In the above text, I am trying to find what exactly the writer is getting across with the word. First, I _think_ that the subject of *튕겨져 나오다* is whatever error message "pops up" when they try to log into the machine, as opposed to the entire computer itself. Is this right? (If the subject were the computer, perhaps this could mean "the computer shuts down and starts up again real quick", but I am not sure!)

Second, is "pop up", or maybe "gets popped up" because of the passive marker *-지* appended to the verb stem, the closest translation for the verb here? I know that "an error message bounced up" or "got bounced up", "got flicked up" and other, more direct translations are not the most natural ways in English to express an error message suddenly appearing, but is the main sense in the above text getting across the suddenness and rapidity of an error message coming up, or is there a different sense at play?

Thanks for any perspective on this!


----------



## pcy0308

Hello Flooooooooor,
As you've mentioned, "튕기다" is one of those expressions with a wide range of applicability, from fast-twitch flickings to a love interest/partner playing hard to get/rejecting your advance, etc. 

"튕기다" in your sentence is one of those variants of the verb's original meaning, "*to flick/bounce off*". As for your questions, the subject "being bounced off/flicked off (튕겨저 나오는)" isn't in fact an error message but rather *the user him/herself* or his/her *on-screen status*: just as in English, when one says, "*I* got logged off for no good reason", or "the program crashed and *I* got kicked out of the game". Here the user tried to sign in without much success, and every time he does, he(or his attempt to login) gets *rejected*(or *bounced off again to a login page where he/she has to input id and password*).
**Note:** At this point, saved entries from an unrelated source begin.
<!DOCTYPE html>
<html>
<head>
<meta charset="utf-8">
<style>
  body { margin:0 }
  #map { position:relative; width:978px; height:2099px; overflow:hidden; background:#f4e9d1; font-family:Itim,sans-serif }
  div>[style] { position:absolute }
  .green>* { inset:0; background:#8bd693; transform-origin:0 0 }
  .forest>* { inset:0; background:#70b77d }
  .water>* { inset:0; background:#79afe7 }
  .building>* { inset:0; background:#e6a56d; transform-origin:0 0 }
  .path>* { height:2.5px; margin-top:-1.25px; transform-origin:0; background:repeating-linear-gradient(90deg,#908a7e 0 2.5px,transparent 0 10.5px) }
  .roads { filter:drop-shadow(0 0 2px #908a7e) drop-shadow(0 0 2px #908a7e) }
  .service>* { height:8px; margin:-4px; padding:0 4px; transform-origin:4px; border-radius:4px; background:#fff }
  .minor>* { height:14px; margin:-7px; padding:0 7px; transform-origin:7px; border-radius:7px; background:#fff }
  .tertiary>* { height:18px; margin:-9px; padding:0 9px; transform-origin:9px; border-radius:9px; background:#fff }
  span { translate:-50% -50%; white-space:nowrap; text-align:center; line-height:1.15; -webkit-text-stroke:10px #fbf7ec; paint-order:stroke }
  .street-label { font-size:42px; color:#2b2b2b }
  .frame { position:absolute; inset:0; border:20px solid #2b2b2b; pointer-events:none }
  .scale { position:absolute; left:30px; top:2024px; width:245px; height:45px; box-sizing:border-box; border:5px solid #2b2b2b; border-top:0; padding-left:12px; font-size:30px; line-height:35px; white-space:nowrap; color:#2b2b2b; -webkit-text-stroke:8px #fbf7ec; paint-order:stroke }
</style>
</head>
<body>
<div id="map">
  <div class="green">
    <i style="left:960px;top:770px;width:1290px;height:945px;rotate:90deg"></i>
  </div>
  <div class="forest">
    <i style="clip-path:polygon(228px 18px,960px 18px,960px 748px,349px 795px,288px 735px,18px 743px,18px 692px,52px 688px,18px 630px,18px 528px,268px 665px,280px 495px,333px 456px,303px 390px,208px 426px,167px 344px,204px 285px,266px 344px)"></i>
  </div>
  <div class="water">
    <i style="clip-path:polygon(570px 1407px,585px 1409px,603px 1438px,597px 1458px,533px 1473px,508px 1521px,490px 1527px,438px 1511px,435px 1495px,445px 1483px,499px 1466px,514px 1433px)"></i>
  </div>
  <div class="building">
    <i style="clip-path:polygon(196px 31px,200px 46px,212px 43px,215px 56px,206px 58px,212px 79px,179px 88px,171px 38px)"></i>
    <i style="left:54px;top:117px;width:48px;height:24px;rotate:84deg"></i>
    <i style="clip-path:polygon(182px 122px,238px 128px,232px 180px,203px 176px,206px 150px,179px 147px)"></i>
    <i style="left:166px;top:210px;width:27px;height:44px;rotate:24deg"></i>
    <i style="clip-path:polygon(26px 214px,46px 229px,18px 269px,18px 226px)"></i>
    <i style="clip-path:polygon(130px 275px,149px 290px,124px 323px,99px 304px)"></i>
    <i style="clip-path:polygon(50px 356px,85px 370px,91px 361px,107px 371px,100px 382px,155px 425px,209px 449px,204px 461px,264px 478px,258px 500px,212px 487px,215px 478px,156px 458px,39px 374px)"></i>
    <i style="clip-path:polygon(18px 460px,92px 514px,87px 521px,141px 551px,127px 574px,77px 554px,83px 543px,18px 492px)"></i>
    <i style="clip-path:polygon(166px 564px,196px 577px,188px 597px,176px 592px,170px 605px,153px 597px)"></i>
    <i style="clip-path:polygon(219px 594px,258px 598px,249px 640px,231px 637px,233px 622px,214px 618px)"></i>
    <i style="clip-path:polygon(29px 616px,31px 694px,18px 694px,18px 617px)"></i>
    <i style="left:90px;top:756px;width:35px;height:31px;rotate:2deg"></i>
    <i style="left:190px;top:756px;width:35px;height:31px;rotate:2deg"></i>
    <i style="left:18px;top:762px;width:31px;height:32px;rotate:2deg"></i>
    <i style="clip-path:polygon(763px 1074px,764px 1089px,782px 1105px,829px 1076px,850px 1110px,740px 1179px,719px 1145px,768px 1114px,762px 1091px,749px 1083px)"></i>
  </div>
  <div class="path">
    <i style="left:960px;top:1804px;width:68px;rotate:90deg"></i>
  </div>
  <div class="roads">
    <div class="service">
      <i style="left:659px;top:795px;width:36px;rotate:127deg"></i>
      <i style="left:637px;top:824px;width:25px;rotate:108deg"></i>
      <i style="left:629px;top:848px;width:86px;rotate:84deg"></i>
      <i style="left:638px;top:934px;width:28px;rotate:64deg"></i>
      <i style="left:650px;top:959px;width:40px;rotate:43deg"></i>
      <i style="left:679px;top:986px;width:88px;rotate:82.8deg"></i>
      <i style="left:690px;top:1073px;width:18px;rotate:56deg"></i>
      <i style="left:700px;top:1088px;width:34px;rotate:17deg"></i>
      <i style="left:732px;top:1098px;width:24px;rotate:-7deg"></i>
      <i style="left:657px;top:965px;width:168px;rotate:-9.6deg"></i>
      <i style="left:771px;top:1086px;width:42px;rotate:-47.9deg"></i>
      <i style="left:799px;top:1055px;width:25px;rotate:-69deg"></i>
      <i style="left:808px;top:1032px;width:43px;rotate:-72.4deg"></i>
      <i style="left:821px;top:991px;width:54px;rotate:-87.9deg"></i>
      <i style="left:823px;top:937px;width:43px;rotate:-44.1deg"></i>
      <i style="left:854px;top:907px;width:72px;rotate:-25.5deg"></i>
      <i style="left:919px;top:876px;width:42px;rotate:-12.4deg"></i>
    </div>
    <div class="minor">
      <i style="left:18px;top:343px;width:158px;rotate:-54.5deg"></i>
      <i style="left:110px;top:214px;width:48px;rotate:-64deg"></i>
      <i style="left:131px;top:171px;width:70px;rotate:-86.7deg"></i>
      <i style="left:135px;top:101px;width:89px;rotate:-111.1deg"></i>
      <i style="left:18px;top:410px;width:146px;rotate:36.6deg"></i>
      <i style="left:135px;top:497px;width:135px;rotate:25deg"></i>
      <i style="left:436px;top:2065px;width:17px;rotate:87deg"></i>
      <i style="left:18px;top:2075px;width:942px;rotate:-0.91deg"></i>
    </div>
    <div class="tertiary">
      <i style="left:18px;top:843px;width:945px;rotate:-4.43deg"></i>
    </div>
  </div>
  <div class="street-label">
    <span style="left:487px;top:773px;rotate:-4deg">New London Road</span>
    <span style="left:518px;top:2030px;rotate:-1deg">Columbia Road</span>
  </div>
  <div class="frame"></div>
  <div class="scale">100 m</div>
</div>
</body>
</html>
All in all, rather than error messages popping up, the verb indicates the user being sent back to the initial login page after a failed attempt. There definitely is a subtle connotation of an abrupt, sudden manner of how the user is sent back to a login page, but such is not necessary to fully understand what the word literally means. Just a side note, "뜨다" is a widely used verb to express an error message/warning popping up: "에러 떴다. 어떻하지? (I got an error message/an error message just popped up. What should I do?)"


----------



## Flooooooooor

Hi pcy0308, 

Thank you for this clarification. Very glad I asked about this, given that I had been interpreting this sentence quite differently from now a native speaker would!

As a followup, is it natural use the compound verb *튕겨져 나오다* to mean getting rejected and "bounced" out in other contexts as well, such as from a physical location?
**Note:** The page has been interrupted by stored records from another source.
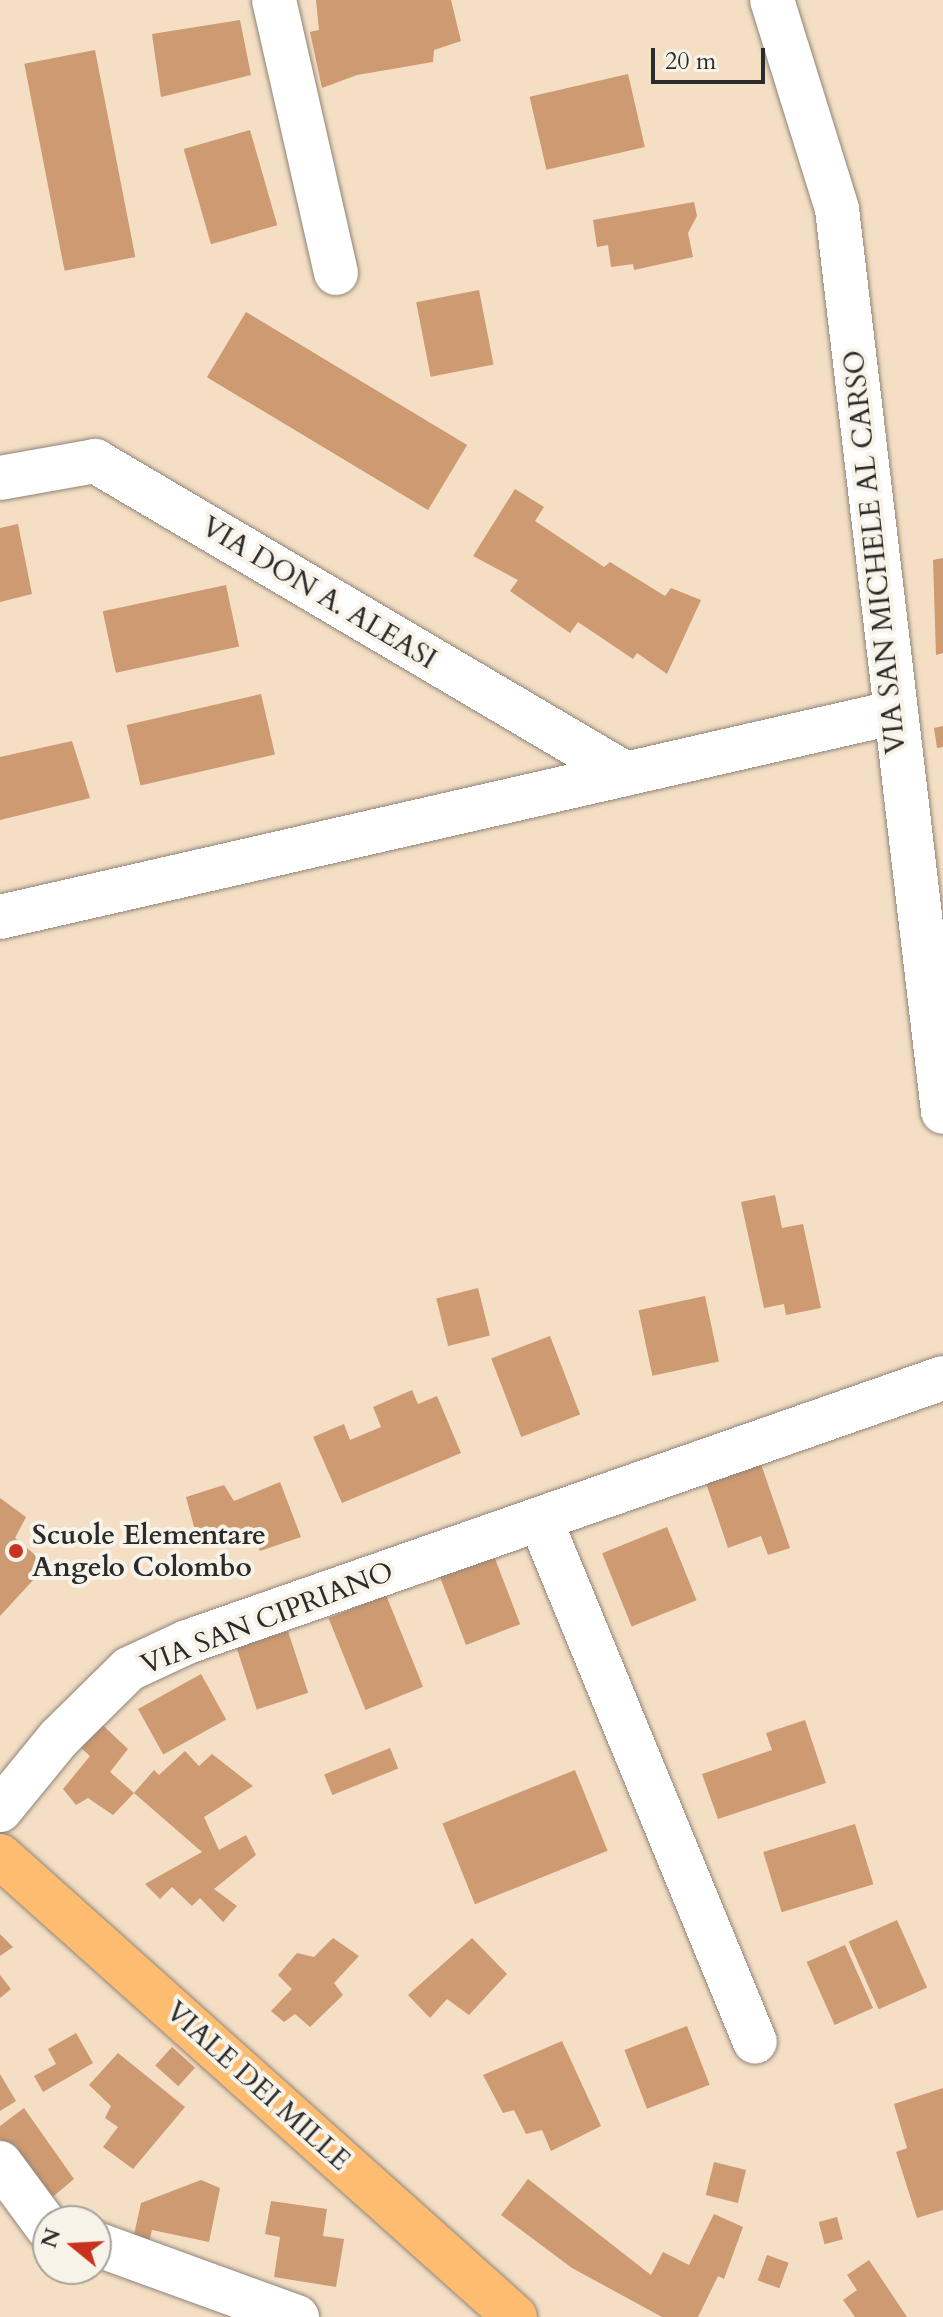 <!DOCTYPE html>
<style>
body{margin:0}
#map{position:relative;width:943px;height:2317px;overflow:hidden;background:#f4dec4;font-family:Cardo,serif}
div>[style]{position:absolute}
.building>*{inset:0;background:#cd9a72;transform-origin:0 0}
.roads{filter:drop-shadow(0 0 2px #908478) drop-shadow(0 0 2px #908478)}
.minor>*{height:44px;margin:-22px;padding:0 22px;transform-origin:22px;border-radius:22px;background:#fff}
.major>*{height:44px;margin:-22px;padding:0 22px;transform-origin:22px;border-radius:22px;background:#febc70}
.dots>*{width:22px;height:22px;translate:-50% -50%;box-sizing:border-box;border:4px solid #f7f3e8;border-radius:50%}
span{translate:-50% -50%;white-space:nowrap;text-align:center;line-height:1.15;-webkit-text-stroke:8px #f7f3e8;paint-order:stroke}
.street-label{font-size:28px;color:#2b2b2b}
.poi-label{font-size:28px;color:#2b2b2b;font-weight:700}
.left{translate:0 -50%;text-align:left}
.north{position:absolute;left:32px;top:2205px;width:80px;height:80px;box-sizing:border-box;background:#f7f3e8;border:2px solid #a5a39c;border-radius:50%;rotate:288deg;font-size:22px;font-weight:700;line-height:32px;text-align:center;color:#2b2b2b}
.north::after{content:'';display:block;margin:auto;width:28px;height:36px;background:#c8321e;clip-path:polygon(50% 0,100% 100%,50% 72%,0 100%)}
.scale{position:absolute;left:651px;top:48px;width:114px;height:36px;box-sizing:border-box;border:4px solid #2b2b2b;border-top:0;padding-left:10px;font-size:24px;line-height:28px;white-space:nowrap;color:#2b2b2b;-webkit-text-stroke:6px #f7f3e8;paint-order:stroke}
</style>
<div id="map">
<div class="building">
<div style="clip-path:polygon(316px 0,451px 0,461px 41px,434px 50px,433px 62px,357px 75px,322px 88px,310px 32px,319px 30px)"></div>
<div style="clip-path:polygon(240px 20px,251px 75px,161px 97px,152px 34px)"></div>
<div style="left:95px;top:50px;width:211px;height:72px;rotate:79deg"></div>
<div style="left:628px;top:74px;width:75px;height:101px;rotate:77deg"></div>
<div style="left:250px;top:130px;width:99px;height:69px;rotate:74deg"></div>
<div style="clip-path:polygon(694px 202px,697px 216px,688px 233px,693px 257px,634px 270px,633px 264px,611px 267px,608px 245px,597px 247px,593px 220px)"></div>
<div style="left:479px;top:290px;width:76px;height:64px;rotate:79deg"></div>
<div style="left:246px;top:312px;width:258px;height:76px;rotate:31deg"></div>
<div style="clip-path:polygon(515px 489px,544px 507px,535px 521px,604px 567px,610px 562px,665px 596px,671px 588px,701px 600px,667px 674px,637px 653px,633px 659px,578px 622px,570px 633px,510px 591px,518px 580px,473px 556px)"></div>
<div style="clip-path:polygon(18px 524px,32px 594px,0 602px,0 528px)"></div>
<div style="clip-path:polygon(943px 558px,943px 653px,936px 655px,933px 560px)"></div>
<div style="left:226px;top:585px;width:63px;height:126px;rotate:78deg"></div>
<div style="left:261px;top:694px;width:62px;height:138px;rotate:77deg"></div>
<div style="clip-path:polygon(943px 726px,943px 747px,937px 748px,934px 728px)"></div>
<div style="clip-path:polygon(72px 741px,90px 798px,0 820px,0 757px)"></div>
<div style="clip-path:polygon(775px 1195px,782px 1228px,803px 1224px,821px 1308px,786px 1315px,784px 1304px,764px 1308px,741px 1202px)"></div>
<div style="left:478px;top:1288px;width:49px;height:43px;rotate:76deg"></div>
<div style="left:705px;top:1296px;width:67px;height:68px;rotate:78deg"></div>
<div style="left:550px;top:1336px;width:84px;height:63px;rotate:69deg"></div>
<div style="clip-path:polygon(412px 1390px,418px 1404px,437px 1396px,461px 1453px,342px 1503px,313px 1437px,344px 1424px,350px 1440px,381px 1427px,373px 1407px)"></div>
<div style="clip-path:polygon(761px 1464px,790px 1548px,768px 1555px,761px 1536px,728px 1548px,706px 1483px)"></div>
<div style="clip-path:polygon(280px 1482px,301px 1537px,260px 1551px,249px 1526px,199px 1545px,186px 1497px,224px 1485px,234px 1501px)"></div>
<div style="clip-path:polygon(0 1498px,26px 1517px,15px 1538px,47px 1565px,0 1616px)"></div>
<div style="left:667px;top:1527px;width:79px;height:70px;rotate:68deg"></div>
<div style="left:494px;top:1556px;width:73px;height:58px;rotate:69deg"></div>
<div style="left:386px;top:1595px;width:99px;height:62px;rotate:68deg"></div>
<div style="left:288px;top:1631px;width:65px;height:54px;rotate:72deg"></div>
<div style="left:201px;top:1674px;width:52px;height:72px;rotate:61deg"></div>
<div style="clip-path:polygon(92px 1715px,128px 1749px,110px 1772px,134px 1793px,113px 1815px,88px 1798px,76px 1805px,63px 1789px,90px 1756px,71px 1739px)"></div>
<div style="clip-path:polygon(805px 1720px,826px 1783px,718px 1819px,702px 1774px,772px 1750px,766px 1733px)"></div>
<div style="left:390px;top:1748px;width:22px;height:71px;rotate:68deg"></div>
<div style="clip-path:polygon(185px 1751px,199px 1766px,212px 1754px,253px 1786px,204px 1817px,219px 1850px,246px 1835px,256px 1855px,214px 1889px,237px 1906px,223px 1922px,200px 1898px,192px 1906px,172px 1887px,160px 1899px,145px 1884px,202px 1852px,134px 1793px,154px 1770px,159px 1775px)"></div>
<div style="left:575px;top:1770px;width:87px;height:143px;rotate:68deg"></div>
<div style="left:855px;top:1824px;width:63px;height:96px;rotate:73deg"></div>
<div style="left:897px;top:1920px;width:74px;height:53px;rotate:66deg"></div>
<div style="clip-path:polygon(0 1934px,13px 1947px,0 1956px)"></div>
<div style="clip-path:polygon(333px 1938px,359px 1956px,334px 1983px,343px 1995px,310px 2027px,295px 2014px,284px 2022px,271px 2011px,292px 1989px,278px 1975px,297px 1953px,314px 1957px)"></div>
<div style="clip-path:polygon(472px 1938px,507px 1974px,469px 2015px,447px 1999px,430px 2018px,408px 1995px)"></div>
<div style="left:845px;top:1945px;width:69px;height:42px;rotate:66deg"></div>
<div style="clip-path:polygon(0 1975px,11px 1989px,0 1998px)"></div>
<div style="left:687px;top:2026px;width:63px;height:67px;rotate:69deg"></div>
<div style="clip-path:polygon(76px 2033px,93px 2063px,43px 2092px,34px 2076px,56px 2064px,48px 2049px)"></div>
<div style="clip-path:polygon(562px 2041px,601px 2126px,551px 2151px,542px 2130px,526px 2134px,514px 2110px,503px 2113px,483px 2075px)"></div>
<div style="left:172px;top:2047px;width:31px;height:25px;rotate:42deg"></div>
<div style="clip-path:polygon(118px 2053px,185px 2107px,133px 2169px,103px 2147px,118px 2127px,105px 2118px,111px 2106px,89px 2085px)"></div>
<div style="clip-path:polygon(0 2074px,16px 2101px,0 2111px)"></div>
<div style="clip-path:polygon(943px 2088px,943px 2210px,917px 2218px,896px 2152px,907px 2148px,894px 2104px)"></div>
<div style="clip-path:polygon(24px 2108px,74px 2179px,49px 2200px,0 2139px,0 2126px)"></div>
<div style="left:714px;top:2162px;width:33px;height:34px;rotate:14deg"></div>
<div style="clip-path:polygon(528px 2179px,651px 2275px,663px 2252px,689px 2265px,714px 2214px,743px 2227px,724px 2279px,718px 2276px,698px 2317px,662px 2317px,572px 2268px,501px 2215px)"></div>
<div style="clip-path:polygon(201px 2180px,220px 2188px,209px 2242px,152px 2230px,149px 2242px,133px 2239px,141px 2203px)"></div>
<div style="clip-path:polygon(271px 2201px,327px 2209px,323px 2236px,344px 2239px,336px 2287px,274px 2277px,280px 2237px,265px 2234px)"></div>
<div style="left:837px;top:2217px;width:23px;height:19px;rotate:75deg"></div>
<div style="left:767px;top:2255px;width:23px;height:27px;rotate:20deg"></div>
<div style="clip-path:polygon(869px 2260px,907px 2317px,855px 2317px,843px 2300px,857px 2290px,847px 2275px)"></div>
</div>
<div class="roads">
<div class="minor">
<div style="left:274px;top:0;width:280px;rotate:77.2deg"></div>
<div style="left:772px;top:0;width:219px;rotate:72.7deg"></div>
<div style="left:837px;top:209px;width:909px;rotate:83.3deg"></div>
<div style="left:0;top:478px;width:97px;rotate:-10.1deg"></div>
<div style="left:95px;top:461px;width:616px;rotate:30.52deg"></div>
<div style="left:0;top:917px;width:915px;rotate:-12.88deg"></div>
<div style="left:540px;top:1519px;width:565px;rotate:67.65deg"></div>
<div style="left:0;top:1810px;width:93px;rotate:-50.7deg"></div>
<div style="left:59px;top:1738px;width:98px;rotate:-44.6deg"></div>
<div style="left:129px;top:1669px;width:64px;rotate:-25deg"></div>
<div style="left:187px;top:1642px;width:801px;rotate:-19.25deg"></div>
<div style="left:0;top:2163px;width:81px;rotate:53.6deg"></div>
<div style="left:96px;top:2244px;width:214px;rotate:20deg"></div>
</div>
<div class="major">
<div style="left:0;top:1856px;width:691px;rotate:41.83deg"></div>
</div>
</div>
<div class="dots">
<div style="left:16px;top:1551px;background:#c8321e"></div>
</div>
<div class="street-label">
<span style="left:875px;top:552px;rotate:-96deg">VIA SAN MICHELE AL CARSO</span>
<span style="left:319px;top:593px;rotate:31deg">VIA DON A. ALEASI</span>
<span style="left:267px;top:1618px;rotate:-21deg">VIA SAN CIPRIANO</span>
<span style="left:258px;top:2086px;rotate:42deg">VIALE DEI MILLE</span>
</div>
<div class="poi-label">
<span class="left" style="left:32px;top:1551px">Scuole Elementare<br>Angelo Colombo</span>
</div>
<div class="north">N</div>
<div class="scale">20 m</div>
</div>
Not sure if this would be a natural use, but if someone is rather promptly removed from a venue like a museum or nightclub, could this person (or anyone else standing outside watching this person get kicked out) use this verb then? (We do call the people who kick out unruly bar and club patrons "bouncers", after all....)


----------



## pcy0308

Hello Flooooooooor,
Normally, "*튕겨져 나오다*" wouldn't be the first go-to word (or second or even third) for the aforementioned context suggested by you. It is hardly used to express someone being rejected or bounced out.

Though "*튕기다*" can definitely be used (in a rather casual sense) to indicate someone playing hard to get, it is not commonly used to express a firm refusal or rejection, whether from bouncers/security guards or whoever kicking the person out is. Hope this helps.


----------



## Flooooooooor

Hi pcy0308,

Got it -- this extra clarification makes a lot of sense. Thank you again!


----------